# What you should do:
Look through the records below and copy each line that includes the word "north".

# Provided data:
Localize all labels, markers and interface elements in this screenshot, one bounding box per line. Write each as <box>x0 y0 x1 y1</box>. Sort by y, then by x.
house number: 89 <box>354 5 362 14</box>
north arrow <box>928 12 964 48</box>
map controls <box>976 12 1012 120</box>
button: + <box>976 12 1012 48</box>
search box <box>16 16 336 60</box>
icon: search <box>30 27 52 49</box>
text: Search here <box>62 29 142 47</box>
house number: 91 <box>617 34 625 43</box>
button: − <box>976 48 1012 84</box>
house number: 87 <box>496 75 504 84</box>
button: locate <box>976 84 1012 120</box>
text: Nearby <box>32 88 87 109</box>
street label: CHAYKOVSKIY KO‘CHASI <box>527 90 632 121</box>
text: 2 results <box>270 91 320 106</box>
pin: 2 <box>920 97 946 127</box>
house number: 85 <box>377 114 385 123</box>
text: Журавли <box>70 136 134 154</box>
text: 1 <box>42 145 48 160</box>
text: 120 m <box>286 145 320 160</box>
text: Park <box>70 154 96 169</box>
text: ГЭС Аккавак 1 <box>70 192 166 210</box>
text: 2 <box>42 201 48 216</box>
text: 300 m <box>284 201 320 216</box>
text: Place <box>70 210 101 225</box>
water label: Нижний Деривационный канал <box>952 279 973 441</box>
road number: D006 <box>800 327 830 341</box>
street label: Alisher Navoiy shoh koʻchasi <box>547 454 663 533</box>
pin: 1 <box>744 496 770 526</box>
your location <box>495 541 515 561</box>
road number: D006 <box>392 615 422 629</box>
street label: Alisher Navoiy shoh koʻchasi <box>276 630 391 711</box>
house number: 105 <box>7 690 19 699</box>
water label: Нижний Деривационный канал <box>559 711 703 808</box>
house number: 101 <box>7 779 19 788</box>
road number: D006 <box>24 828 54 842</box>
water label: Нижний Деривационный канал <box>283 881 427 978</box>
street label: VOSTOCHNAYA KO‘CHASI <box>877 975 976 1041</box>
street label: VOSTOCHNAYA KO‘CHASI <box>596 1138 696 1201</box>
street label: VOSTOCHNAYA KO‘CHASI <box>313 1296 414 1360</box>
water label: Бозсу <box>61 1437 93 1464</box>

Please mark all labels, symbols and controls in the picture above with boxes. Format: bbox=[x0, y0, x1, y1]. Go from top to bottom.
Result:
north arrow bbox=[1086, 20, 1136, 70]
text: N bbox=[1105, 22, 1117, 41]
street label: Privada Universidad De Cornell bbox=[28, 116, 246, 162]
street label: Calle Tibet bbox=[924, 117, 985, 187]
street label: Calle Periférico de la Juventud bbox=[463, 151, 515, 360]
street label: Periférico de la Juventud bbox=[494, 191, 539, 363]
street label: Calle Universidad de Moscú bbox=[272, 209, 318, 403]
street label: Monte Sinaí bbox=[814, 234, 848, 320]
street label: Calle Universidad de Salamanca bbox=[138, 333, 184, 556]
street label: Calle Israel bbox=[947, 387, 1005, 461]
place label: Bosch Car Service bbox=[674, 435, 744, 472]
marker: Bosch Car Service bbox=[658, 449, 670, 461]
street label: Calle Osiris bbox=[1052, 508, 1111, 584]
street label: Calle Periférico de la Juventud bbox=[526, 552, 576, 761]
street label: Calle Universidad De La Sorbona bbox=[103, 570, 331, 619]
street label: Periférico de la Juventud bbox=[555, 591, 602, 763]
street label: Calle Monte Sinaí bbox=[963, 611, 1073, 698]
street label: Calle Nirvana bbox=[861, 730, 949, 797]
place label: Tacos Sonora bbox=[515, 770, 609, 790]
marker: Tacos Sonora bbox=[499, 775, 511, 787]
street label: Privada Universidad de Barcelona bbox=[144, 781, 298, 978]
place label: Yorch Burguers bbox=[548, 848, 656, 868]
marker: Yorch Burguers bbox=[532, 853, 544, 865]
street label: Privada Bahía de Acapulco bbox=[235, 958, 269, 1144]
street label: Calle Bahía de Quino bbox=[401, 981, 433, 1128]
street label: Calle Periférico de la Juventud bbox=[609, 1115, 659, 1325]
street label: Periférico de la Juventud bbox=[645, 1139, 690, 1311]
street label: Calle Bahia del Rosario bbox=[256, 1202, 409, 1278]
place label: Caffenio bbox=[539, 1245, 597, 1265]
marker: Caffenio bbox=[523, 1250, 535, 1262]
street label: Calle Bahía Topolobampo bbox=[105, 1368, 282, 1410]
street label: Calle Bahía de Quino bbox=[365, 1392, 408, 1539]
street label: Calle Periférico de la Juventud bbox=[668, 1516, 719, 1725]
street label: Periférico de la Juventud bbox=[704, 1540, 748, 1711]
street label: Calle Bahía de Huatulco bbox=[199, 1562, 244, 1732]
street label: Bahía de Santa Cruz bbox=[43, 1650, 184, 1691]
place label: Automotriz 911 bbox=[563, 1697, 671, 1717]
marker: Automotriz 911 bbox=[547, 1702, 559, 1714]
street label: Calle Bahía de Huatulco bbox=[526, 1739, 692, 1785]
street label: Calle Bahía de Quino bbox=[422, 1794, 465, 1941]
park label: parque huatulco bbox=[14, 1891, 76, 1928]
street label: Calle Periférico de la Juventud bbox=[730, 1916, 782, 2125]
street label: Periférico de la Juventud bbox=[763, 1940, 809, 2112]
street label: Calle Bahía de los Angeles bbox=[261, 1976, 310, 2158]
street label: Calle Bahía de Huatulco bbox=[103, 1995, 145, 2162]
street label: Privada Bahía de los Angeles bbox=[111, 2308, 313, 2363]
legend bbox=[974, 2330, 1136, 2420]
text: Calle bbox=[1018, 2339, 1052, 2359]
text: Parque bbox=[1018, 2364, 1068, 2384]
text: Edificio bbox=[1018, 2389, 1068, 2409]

# Reply:
north arrow <box>928 12 964 48</box>
north arrow bbox=[1086, 20, 1136, 70]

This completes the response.